East Common just outside the village of Seaton Ross was requisitioned for use as a grass airfield in November 1940. In late 1940 the airfield was used by Armstrong Whitworth Whitleys of 10 Squadron as a relief landing ground for RAF Leeming. The airfield soon closed for re-development as a standard RAF Bomber Command airfield with three concrete runways and three hangars.

The first user of the re-built airfield was again 10 Squadron but by this time operating the Handley Page Halifax four-engined heavy bomber, little time was wasted before the aircraft were used on operational sorties from Melbourne. The squadron continued with operation until March 1945 and lost 109 aircraft on operations.
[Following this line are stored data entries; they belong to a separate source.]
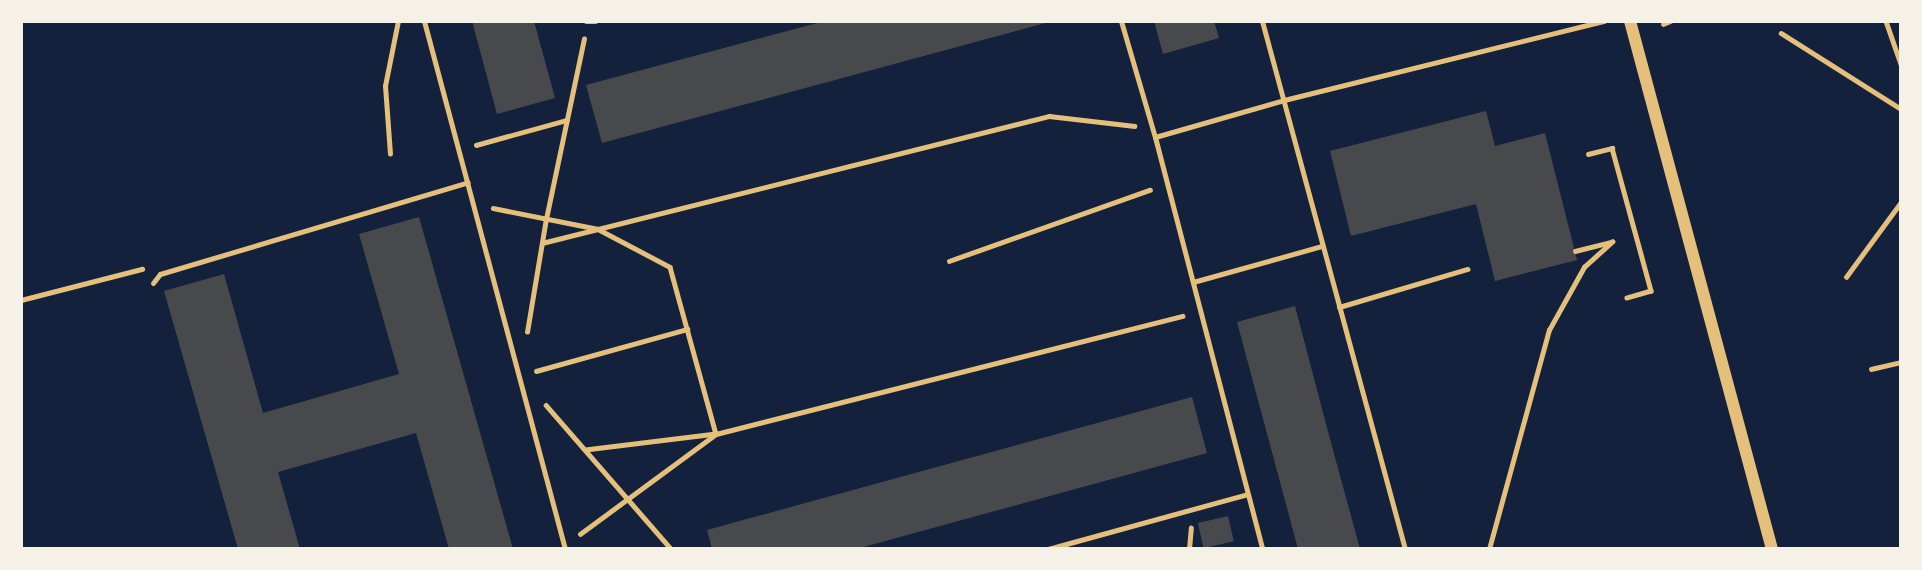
<!DOCTYPE html>
<html>
<head>
<meta charset="utf-8">
<style>
  body { margin:0 }
  #map { position:relative; width:1922px; height:570px; overflow:hidden; background:#14213d; font-family:Arial,sans-serif }
  div>[style] { position:absolute }
  .building>* { inset:0; background:#48494c; transform-origin:0 0 }
  .path>* { height:4.5px; margin:-2.25px; padding:0 2.25px; transform-origin:2.25px; border-radius:2.25px; background:#e5c07b }
  .service>* { height:5px; margin:-2.5px; padding:0 2.5px; transform-origin:2.5px; border-radius:2.5px; background:#e5c07b }
  .tertiary>* { height:12px; margin:-6px; padding:0 6px; transform-origin:6px; border-radius:6px; background:#e5c07b }
  span { translate:-50% -50%; white-space:nowrap; text-align:center; line-height:1.15; -webkit-text-stroke:5px #f6f1e7; paint-order:stroke }
  .frame { position:absolute; inset:0; border:23px solid #f6f1e7; pointer-events:none }
</style>
</head>
<body>
<div id="map">
  <div class="building">
    <div style="clip-path:polygon(472px 21px,534px 21px,555px 98px,497px 114px)"></div>
    <div style="clip-path:polygon(825px 21px,1049px 22px,602px 143px,586px 85px)"></div>
    <div style="clip-path:polygon(1154px 21px,1214px 21px,1219px 38px,1163px 54px)"></div>
    <div style="clip-path:polygon(1486px 111px,1495px 146px,1545px 133px,1577px 260px,1495px 281px,1476px 204px,1351px 236px,1330px 151px)"></div>
    <div style="clip-path:polygon(419px 217px,513px 549px,449px 549px,416px 433px,278px 472px,300px 549px,238px 549px,164px 291px,224px 274px,263px 413px,399px 374px,359px 234px)"></div>
    <div style="clip-path:polygon(1295px 306px,1330px 439px,1360px 549px,1298px 549px,1237px 322px)"></div>
    <div style="clip-path:polygon(1192px 397px,1207px 453px,856px 549px,712px 549px,707px 530px)"></div>
    <div style="left:1228px;top:516px;width:26px;height:31px;rotate:77deg"></div>
  </div>
  <div class="path">
    <div style="left:1886px;top:21px;width:46px;rotate:70.8deg"></div>
    <div style="left:1663px;top:24px;width:8px;rotate:-23deg"></div>
    <div style="left:1781px;top:33px;width:142px;rotate:32.3deg"></div>
    <div style="left:476px;top:145px;width:94px;rotate:-15.4deg"></div>
    <div style="left:390px;top:154px;width:68px;rotate:-94.2deg"></div>
    <div style="left:385px;top:86px;width:66px;rotate:-78.7deg"></div>
    <div style="left:1588px;top:154px;width:25px;rotate:-14deg"></div>
    <div style="left:1612px;top:148px;width:148px;rotate:74.7deg"></div>
    <div style="left:1651px;top:291px;width:25px;rotate:164deg"></div>
    <div style="left:493px;top:208px;width:107px;rotate:11.3deg"></div>
    <div style="left:598px;top:229px;width:81px;rotate:27.8deg"></div>
    <div style="left:670px;top:267px;width:173px;rotate:74.6deg"></div>
    <div style="left:716px;top:434px;width:131px;rotate:173deg"></div>
    <div style="left:542px;top:243px;width:523px;rotate:-14.06deg"></div>
    <div style="left:1049px;top:116px;width:86px;rotate:6.7deg"></div>
    <div style="left:1575px;top:251px;width:37px;rotate:-14deg"></div>
    <div style="left:949px;top:261px;width:213px;rotate:-19.5deg"></div>
    <div style="left:1846px;top:277px;width:93px;rotate:-53.7deg"></div>
    <div style="left:21px;top:300px;width:125px;rotate:-14.4deg"></div>
    <div style="left:527px;top:332px;width:115px;rotate:-80.5deg"></div>
    <div style="left:546px;top:219px;width:184px;rotate:-78.1deg"></div>
    <div style="left:1871px;top:369px;width:31px;rotate:-13deg"></div>
    <div style="left:536px;top:371px;width:157px;rotate:-15.5deg"></div>
    <div style="left:546px;top:405px;width:191px;rotate:49deg"></div>
    <div style="left:580px;top:534px;width:169px;rotate:-36.3deg"></div>
    <div style="left:716px;top:434px;width:481px;rotate:-14.2deg"></div>
    <div style="left:1189px;top:549px;width:21px;rotate:-85deg"></div>
    <div style="left:1489px;top:549px;width:227px;rotate:-74.7deg"></div>
    <div style="left:1549px;top:330px;width:72px;rotate:-60.9deg"></div>
    <div style="left:1584px;top:267px;width:38px;rotate:-42deg"></div>
  </div>
  <div class="service">
    <div style="left:424px;top:21px;width:547px;rotate:75.05deg"></div>
    <div style="left:586px;top:21px;width:9px"></div>
    <div style="left:1121px;top:21px;width:121px;rotate:73.7deg"></div>
    <div style="left:1155px;top:137px;width:426px;rotate:75.4deg"></div>
    <div style="left:1262px;top:21px;width:547px;rotate:74.85deg"></div>
    <div style="left:1155px;top:137px;width:134px;rotate:-16deg"></div>
    <div style="left:1284px;top:100px;width:330px;rotate:-13.9deg"></div>
    <div style="left:1193px;top:282px;width:134px;rotate:-15.6deg"></div>
    <div style="left:153px;top:283px;width:11px;rotate:-52deg"></div>
    <div style="left:160px;top:274px;width:321px;rotate:-16.6deg"></div>
    <div style="left:1339px;top:307px;width:134px;rotate:-16.5deg"></div>
    <div style="left:1048px;top:549px;width:206px;rotate:-15.4deg"></div>
  </div>
  <div class="tertiary">
    <div style="left:1630px;top:21px;width:547px;rotate:74.95deg"></div>
  </div>
  <div class="frame"></div>
</div>
</body>
</html>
Melbourne was one of seventeen sites equipped with FIDO fog dispersant system. This made the airfield a popular diversion for other squadrons returning from operations to Yorkshire in extreme bad weather conditions.

In May 1945 the airfield was transferred to RAF Transport Command and 575 Squadron moved in with the Douglas Dakota. The squadron only stayed for a few months operating transport flight to and from continental Europe. With the departure of the Dakota a number of specialised Flights used the airfield for six months but by the middle of 1946 the airfield was no longer used for flying.
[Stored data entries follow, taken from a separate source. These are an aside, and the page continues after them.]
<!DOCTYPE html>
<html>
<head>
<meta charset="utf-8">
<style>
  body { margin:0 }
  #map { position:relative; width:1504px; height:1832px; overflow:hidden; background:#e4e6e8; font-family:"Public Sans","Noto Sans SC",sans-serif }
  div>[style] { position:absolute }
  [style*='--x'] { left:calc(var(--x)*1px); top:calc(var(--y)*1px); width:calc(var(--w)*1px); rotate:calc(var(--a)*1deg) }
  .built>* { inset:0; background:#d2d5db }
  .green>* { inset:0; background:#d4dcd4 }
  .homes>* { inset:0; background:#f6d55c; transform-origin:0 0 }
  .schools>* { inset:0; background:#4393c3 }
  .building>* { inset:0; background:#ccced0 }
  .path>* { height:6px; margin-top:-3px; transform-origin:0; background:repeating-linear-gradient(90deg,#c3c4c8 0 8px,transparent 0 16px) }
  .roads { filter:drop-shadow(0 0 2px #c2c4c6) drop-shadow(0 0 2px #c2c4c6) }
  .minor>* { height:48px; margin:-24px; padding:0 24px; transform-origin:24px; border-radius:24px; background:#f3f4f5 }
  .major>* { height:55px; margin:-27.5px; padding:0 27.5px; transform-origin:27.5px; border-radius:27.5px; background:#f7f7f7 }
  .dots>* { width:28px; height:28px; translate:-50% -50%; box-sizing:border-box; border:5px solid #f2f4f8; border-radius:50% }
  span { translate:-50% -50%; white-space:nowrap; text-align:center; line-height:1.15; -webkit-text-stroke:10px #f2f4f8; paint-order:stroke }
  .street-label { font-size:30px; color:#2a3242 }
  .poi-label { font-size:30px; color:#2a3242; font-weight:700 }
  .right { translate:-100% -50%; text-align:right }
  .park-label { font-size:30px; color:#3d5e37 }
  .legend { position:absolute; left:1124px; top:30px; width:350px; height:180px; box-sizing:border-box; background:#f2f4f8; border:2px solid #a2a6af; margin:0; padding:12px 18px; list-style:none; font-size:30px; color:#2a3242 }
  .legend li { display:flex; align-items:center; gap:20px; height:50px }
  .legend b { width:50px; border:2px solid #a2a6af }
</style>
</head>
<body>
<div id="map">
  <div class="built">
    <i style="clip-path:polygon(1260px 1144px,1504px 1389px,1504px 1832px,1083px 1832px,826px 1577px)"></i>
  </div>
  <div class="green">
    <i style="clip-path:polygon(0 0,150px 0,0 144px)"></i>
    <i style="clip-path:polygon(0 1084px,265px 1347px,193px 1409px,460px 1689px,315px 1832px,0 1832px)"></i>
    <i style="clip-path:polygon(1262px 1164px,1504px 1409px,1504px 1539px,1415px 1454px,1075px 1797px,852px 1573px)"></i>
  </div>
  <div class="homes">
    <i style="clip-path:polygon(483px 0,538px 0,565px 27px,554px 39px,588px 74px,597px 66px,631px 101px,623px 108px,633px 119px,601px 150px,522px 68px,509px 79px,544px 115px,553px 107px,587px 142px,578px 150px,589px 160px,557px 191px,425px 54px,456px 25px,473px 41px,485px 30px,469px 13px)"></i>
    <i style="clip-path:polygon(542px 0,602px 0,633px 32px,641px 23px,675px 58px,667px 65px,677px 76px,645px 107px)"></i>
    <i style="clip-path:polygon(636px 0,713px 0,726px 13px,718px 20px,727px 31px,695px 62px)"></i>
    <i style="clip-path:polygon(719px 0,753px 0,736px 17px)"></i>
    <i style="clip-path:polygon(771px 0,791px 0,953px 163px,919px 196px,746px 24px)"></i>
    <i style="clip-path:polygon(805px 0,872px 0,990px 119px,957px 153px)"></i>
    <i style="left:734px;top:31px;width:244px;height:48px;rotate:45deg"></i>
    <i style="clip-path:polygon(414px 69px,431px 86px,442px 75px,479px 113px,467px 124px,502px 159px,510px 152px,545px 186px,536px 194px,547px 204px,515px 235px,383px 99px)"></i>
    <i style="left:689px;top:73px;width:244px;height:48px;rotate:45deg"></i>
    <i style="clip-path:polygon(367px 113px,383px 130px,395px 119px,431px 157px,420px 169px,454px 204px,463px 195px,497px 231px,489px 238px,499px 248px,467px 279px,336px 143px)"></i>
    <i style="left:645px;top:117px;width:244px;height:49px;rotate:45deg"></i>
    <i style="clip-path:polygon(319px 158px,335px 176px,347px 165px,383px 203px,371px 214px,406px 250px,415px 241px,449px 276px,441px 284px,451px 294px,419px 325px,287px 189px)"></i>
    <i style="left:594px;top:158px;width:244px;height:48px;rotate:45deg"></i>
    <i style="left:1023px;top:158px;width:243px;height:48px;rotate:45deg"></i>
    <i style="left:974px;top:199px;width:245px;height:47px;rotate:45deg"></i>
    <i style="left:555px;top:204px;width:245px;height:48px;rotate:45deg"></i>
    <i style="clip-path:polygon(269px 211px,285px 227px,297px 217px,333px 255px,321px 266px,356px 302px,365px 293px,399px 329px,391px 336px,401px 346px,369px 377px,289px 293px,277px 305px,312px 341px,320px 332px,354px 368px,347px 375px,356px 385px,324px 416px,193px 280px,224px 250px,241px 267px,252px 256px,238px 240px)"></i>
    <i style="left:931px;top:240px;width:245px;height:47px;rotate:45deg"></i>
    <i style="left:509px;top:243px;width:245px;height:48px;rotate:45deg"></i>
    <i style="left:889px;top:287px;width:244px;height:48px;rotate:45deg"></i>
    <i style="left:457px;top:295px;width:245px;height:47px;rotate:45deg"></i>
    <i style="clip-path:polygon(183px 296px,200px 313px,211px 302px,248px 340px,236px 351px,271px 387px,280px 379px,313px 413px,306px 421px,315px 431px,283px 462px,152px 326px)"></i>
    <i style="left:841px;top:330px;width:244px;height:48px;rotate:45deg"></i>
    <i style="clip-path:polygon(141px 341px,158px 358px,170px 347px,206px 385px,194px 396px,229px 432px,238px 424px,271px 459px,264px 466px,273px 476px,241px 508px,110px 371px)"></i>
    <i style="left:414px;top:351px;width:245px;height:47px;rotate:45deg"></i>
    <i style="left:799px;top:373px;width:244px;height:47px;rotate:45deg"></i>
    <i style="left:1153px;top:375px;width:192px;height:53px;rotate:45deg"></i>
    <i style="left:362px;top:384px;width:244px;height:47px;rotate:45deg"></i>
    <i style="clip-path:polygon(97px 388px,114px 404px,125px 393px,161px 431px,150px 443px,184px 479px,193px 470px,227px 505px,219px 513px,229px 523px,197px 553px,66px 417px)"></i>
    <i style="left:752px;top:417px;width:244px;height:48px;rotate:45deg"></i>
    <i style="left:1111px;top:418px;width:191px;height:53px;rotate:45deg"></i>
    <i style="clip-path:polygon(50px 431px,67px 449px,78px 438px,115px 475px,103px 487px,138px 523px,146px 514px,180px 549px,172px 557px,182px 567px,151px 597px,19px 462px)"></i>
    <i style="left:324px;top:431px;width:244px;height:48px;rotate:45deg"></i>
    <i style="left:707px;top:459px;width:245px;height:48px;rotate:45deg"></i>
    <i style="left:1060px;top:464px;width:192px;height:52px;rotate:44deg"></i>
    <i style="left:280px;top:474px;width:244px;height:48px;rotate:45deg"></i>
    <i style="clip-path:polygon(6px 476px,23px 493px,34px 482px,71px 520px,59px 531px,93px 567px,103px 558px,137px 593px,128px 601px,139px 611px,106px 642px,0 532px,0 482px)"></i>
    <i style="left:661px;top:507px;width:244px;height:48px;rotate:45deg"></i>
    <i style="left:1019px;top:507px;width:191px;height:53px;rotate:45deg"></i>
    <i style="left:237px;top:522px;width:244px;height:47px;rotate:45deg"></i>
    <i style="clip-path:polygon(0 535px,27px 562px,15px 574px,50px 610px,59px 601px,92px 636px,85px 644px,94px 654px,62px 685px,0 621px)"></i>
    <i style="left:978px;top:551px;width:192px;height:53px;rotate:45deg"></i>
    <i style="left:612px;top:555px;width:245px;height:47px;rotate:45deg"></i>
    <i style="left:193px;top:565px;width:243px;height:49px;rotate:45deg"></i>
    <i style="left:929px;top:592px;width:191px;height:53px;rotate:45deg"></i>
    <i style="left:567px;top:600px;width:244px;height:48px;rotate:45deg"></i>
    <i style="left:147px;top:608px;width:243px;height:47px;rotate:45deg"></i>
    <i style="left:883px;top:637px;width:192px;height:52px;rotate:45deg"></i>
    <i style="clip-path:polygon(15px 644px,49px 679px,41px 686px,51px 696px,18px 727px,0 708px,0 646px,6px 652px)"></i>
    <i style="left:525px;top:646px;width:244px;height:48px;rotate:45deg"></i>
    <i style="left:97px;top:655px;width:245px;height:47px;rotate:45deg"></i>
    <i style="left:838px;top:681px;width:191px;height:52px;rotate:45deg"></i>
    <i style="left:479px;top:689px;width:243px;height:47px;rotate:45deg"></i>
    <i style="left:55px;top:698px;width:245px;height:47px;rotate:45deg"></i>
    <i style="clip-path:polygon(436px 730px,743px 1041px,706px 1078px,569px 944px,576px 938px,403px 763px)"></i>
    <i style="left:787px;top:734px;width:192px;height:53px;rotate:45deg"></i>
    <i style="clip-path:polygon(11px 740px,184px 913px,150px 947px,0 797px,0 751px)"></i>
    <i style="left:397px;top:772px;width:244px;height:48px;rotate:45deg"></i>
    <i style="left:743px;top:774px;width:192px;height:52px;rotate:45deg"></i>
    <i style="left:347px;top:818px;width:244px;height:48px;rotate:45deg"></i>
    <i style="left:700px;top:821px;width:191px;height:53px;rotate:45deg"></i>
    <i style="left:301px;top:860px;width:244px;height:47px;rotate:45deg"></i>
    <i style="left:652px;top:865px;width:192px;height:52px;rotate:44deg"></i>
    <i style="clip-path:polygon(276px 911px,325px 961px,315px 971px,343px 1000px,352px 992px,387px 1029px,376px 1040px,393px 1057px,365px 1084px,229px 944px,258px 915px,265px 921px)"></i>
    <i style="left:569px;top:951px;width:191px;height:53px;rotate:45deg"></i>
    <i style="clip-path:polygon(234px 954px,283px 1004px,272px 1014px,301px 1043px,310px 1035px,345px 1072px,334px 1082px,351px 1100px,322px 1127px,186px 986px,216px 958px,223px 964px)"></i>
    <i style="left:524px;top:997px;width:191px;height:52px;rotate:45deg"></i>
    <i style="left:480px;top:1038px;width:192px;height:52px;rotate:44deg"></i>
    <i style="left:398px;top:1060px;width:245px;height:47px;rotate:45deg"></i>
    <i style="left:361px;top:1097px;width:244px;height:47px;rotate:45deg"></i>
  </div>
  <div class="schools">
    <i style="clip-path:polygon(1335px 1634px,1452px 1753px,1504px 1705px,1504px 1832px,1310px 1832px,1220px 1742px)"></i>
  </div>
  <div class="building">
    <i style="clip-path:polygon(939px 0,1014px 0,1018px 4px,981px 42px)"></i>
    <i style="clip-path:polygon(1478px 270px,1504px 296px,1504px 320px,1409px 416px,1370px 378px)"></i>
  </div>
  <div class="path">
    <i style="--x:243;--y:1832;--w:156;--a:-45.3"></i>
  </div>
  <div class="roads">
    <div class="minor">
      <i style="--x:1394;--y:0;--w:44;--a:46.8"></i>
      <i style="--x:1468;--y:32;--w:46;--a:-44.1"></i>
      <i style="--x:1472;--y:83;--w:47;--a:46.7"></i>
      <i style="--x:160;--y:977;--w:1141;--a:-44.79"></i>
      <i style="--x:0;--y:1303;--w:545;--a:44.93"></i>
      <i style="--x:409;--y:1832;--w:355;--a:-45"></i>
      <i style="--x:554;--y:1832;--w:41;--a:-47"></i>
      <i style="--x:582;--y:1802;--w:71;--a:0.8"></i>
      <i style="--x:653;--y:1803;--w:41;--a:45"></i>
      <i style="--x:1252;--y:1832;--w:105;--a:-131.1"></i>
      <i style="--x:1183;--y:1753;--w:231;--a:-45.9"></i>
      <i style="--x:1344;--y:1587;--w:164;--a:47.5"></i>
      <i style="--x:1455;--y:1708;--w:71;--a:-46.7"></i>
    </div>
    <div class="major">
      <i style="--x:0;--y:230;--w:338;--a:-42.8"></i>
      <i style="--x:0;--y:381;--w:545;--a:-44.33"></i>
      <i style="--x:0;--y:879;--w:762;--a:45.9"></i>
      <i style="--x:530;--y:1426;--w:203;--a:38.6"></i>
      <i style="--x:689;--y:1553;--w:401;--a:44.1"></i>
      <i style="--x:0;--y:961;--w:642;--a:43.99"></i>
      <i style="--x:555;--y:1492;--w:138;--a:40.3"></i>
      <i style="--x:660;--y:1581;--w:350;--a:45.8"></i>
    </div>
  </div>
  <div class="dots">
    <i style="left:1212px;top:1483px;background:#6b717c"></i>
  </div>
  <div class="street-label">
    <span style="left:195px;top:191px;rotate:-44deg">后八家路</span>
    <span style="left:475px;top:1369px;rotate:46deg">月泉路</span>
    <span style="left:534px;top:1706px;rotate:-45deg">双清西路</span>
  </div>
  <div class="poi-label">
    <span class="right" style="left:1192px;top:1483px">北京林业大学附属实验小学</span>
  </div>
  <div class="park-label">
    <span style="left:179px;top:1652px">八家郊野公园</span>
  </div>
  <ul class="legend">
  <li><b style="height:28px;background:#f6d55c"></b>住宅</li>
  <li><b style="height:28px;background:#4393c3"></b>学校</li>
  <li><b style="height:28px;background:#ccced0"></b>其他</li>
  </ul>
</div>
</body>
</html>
==RAF units and aircraft==

| Unit | Dates | Aircraft | Variant | Notes |
|---|---|---|---|---|
| No. 10 Squadron RAF | 1942–1945 | Handley Page Halifax | II converted to III from 1944 | Four-engined heavy bomber. |
| No. 575 Squadron RAF | 1946 | Douglas Dakota |  | Twin-engined transport. |
| No. 1510 (BABS) Flight RAF | 1945–1946 | Airspeed Oxford |  | Blind approach training flight |
| No. 1552 (Radio Aids Training) Flight RAF | 1945–1946 | Airspeed Oxford Avro Anson |  | Blind approach training flight |
| No. 1553 (Radio Aids Training) Flight RAF | 1945 | Airspeed Oxford |  | Blind approach training flight |
| No. 1554 (Radio Aids Training) Flight RAF | 1945 | Airspeed Oxford |  | Blind approach training flight |

Other units:
- No. 4 Group Communication Flight RAF (1945–1946)
- No. 91 Maintenance Unit RAF (1949–1954)
- No. 10 Conversion Flight RAF
- No. 1658 Heavy Conversion Unit RAF
- No. 2820 Squadron RAF Regiment
- No. 4275 Anti-Aircraft Flight RAF Regiment
- Aircrew Testing and Grading Unit RAF
- Transport Command Aircrew Examining Unit RAF

==Current use==
The site was used for a farmers market in the 1970s, but was gradually adapted into a racing track. Until 2017 the airfield was home to York Raceway running drag racing throughout the summer. York Raceway did not operate at Melbourne in 2018 or 2019. After a fundraising effort a new drag strip was laid and drag racing returned to Melbourne in August 2020. The airfield strip is now home to Melbourne Raceway running drag racing under the organisation of Straightliners. The runway is also used for flying by Pocklington Gyroplane School for Saturday afternoon meets.